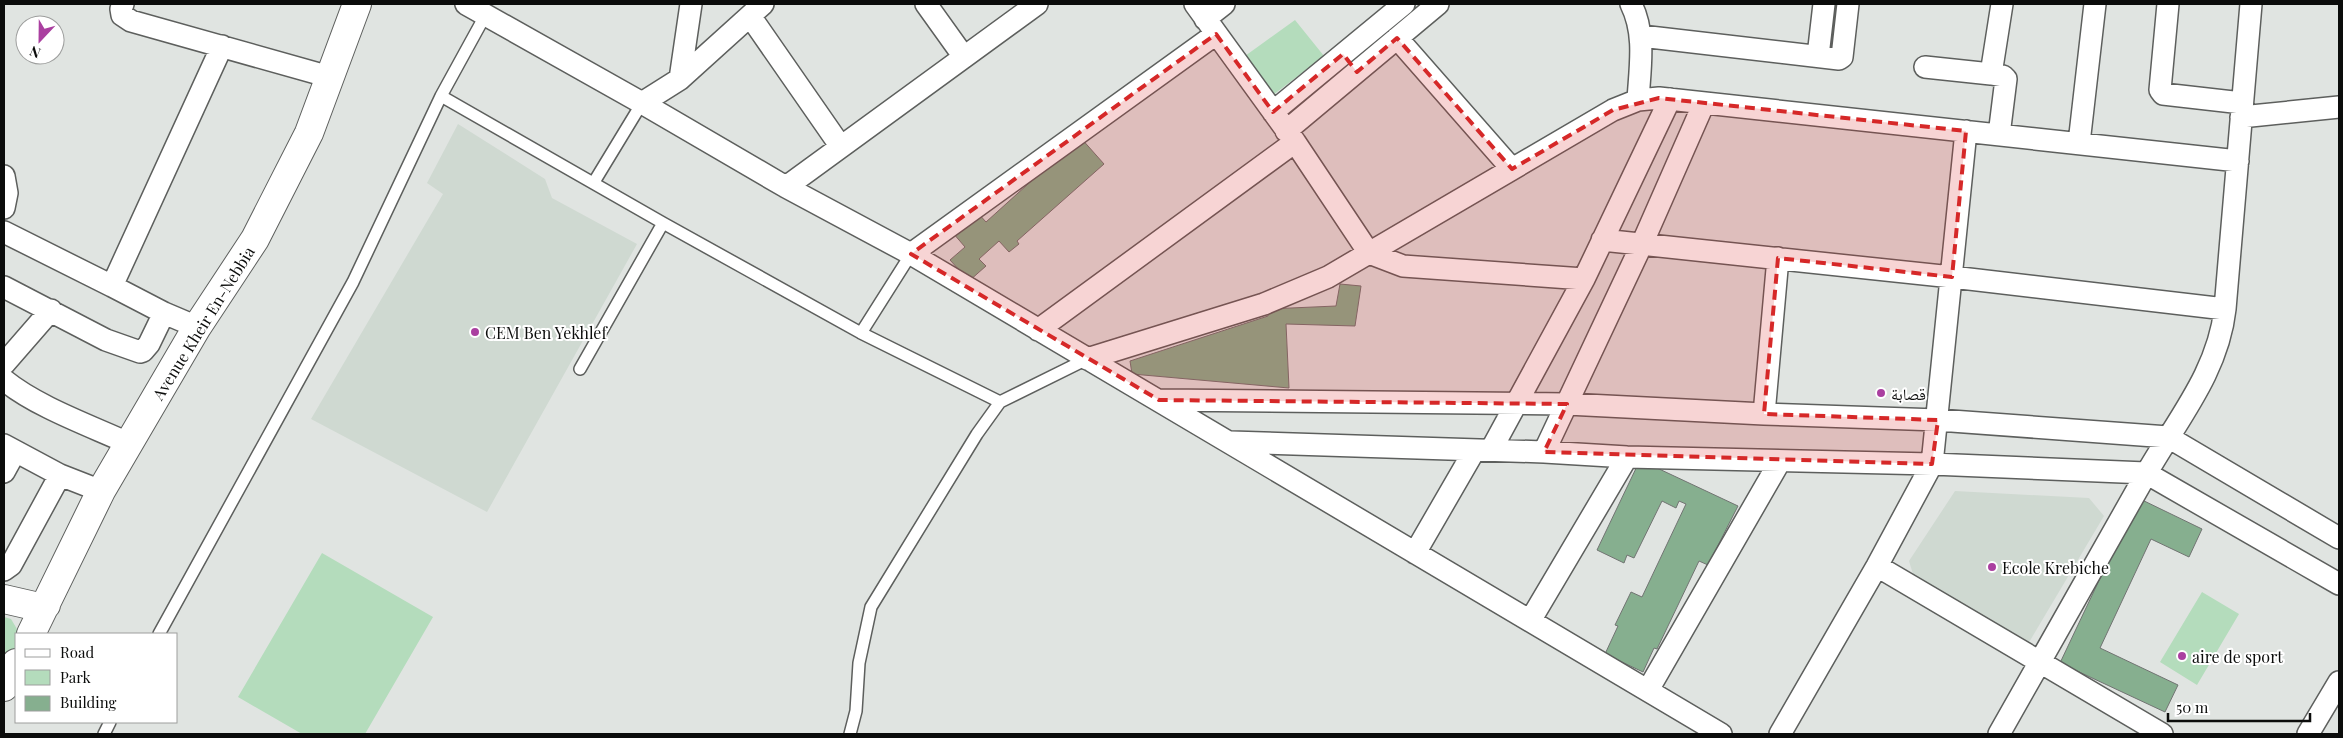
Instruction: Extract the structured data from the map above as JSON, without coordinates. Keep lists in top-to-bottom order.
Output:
{
  "streets": {
    "main road": ["Avenue Kheir En-Nebbia"]
  },
  "places": [
    "CEM Ben Yekhlef",
    "قصابة",
    "Ecole Krebiche",
    "aire de sport"
  ],
  "legend": ["Road", "Park", "Building"],
  "scale_bar": "50 m",
  "north": "bottom"
}
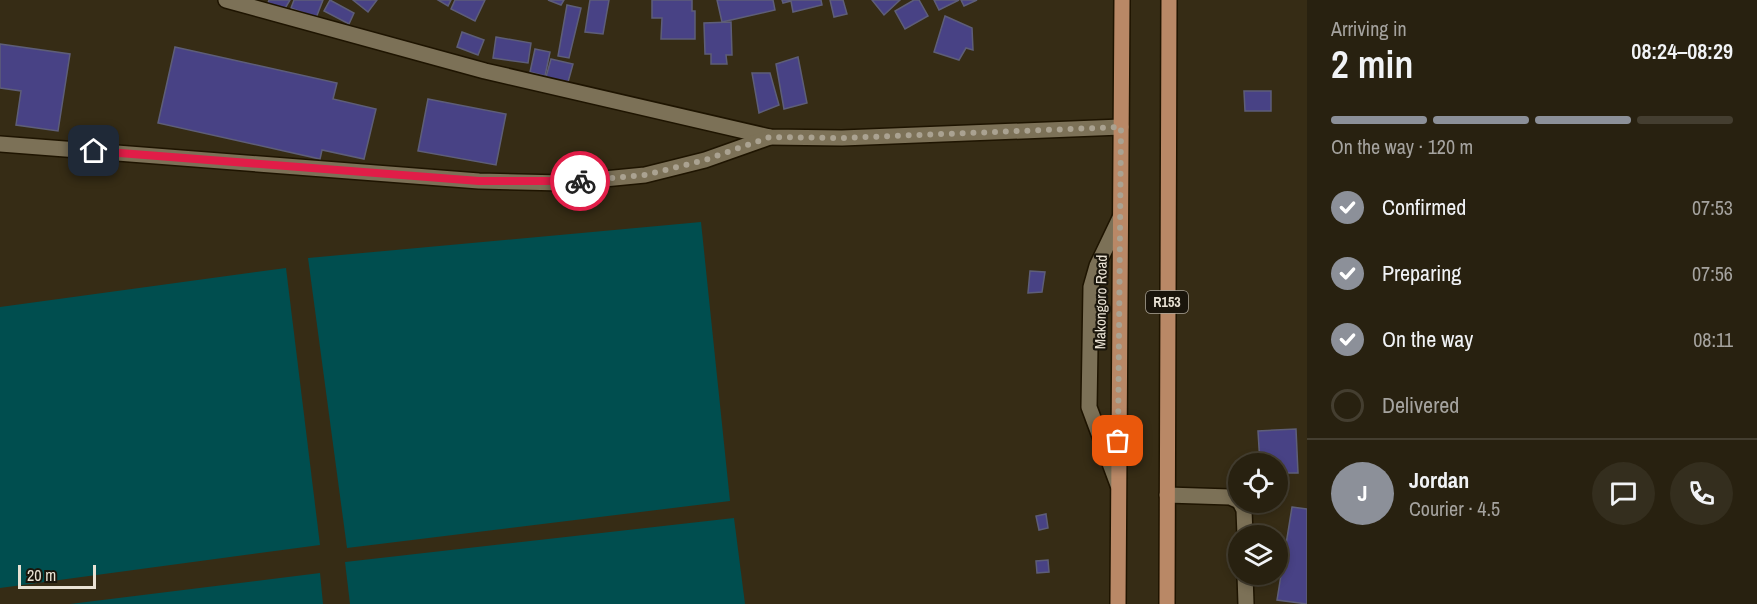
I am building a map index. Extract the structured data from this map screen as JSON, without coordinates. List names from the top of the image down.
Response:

- **Task description**: The expected output is the complete listing, word for word, without any picture.

- **Solved exercise**:
Instruction: Extract the structured data from the map above as JSON, without coordinates. Keep lists in top-to-bottom order.
Output:
{
  "streets": {
    "main road": ["Avenue Kheir En-Nebbia"]
  },
  "places": [
    "CEM Ben Yekhlef",
    "قصابة",
    "Ecole Krebiche",
    "aire de sport"
  ],
  "legend": ["Road", "Park", "Building"],
  "scale_bar": "50 m",
  "north": "bottom"
}
I am building a map index. Extract the structured data from this map screen as JSON, without coordinates. List names from the top of the image down.
Response:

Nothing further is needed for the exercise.